▸ Data for analysis:
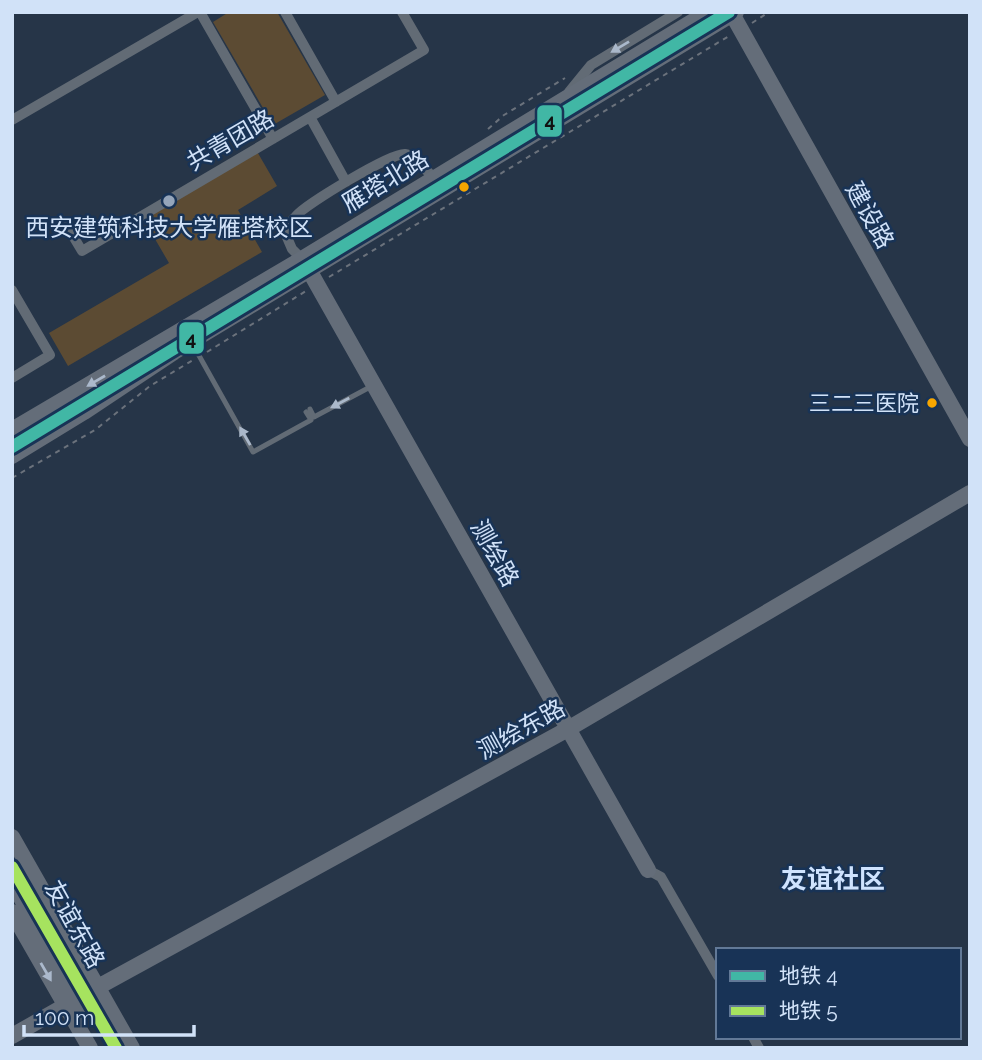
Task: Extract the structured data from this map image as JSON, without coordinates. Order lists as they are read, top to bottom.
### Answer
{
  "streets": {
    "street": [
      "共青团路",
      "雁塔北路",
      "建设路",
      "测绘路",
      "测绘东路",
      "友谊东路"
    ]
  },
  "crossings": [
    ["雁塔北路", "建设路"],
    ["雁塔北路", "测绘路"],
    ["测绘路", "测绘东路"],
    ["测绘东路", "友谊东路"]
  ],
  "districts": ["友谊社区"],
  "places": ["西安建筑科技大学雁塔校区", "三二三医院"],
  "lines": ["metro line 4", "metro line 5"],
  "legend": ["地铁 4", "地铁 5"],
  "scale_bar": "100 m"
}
...
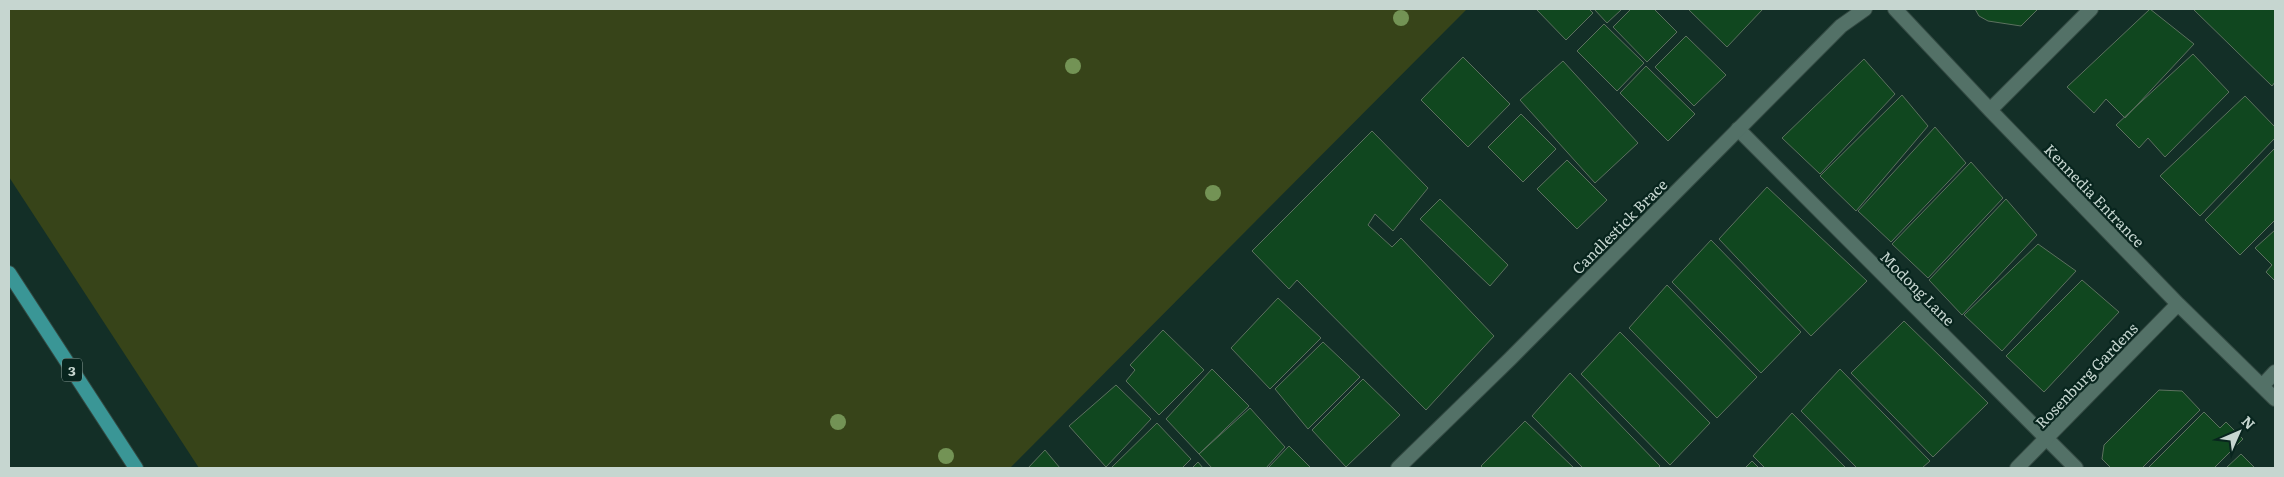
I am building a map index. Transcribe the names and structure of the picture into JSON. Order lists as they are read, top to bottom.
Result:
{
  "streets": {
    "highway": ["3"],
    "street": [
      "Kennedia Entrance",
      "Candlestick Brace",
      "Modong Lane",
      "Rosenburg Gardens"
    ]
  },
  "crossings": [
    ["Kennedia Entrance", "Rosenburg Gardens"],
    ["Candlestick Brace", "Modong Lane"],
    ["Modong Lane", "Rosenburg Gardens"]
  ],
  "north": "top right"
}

▸ Your objective: Only lines containing "bottom" belong in the answer; copy every such line from the records.

▸ Solution for this problem:
Task: Extract the structured data from this map image as JSON, without coordinates. Order lists as they are read, top to bottom.
I am building a map index. Transcribe the names and structure of the picture into JSON. Order lists as they are read, top to bottom.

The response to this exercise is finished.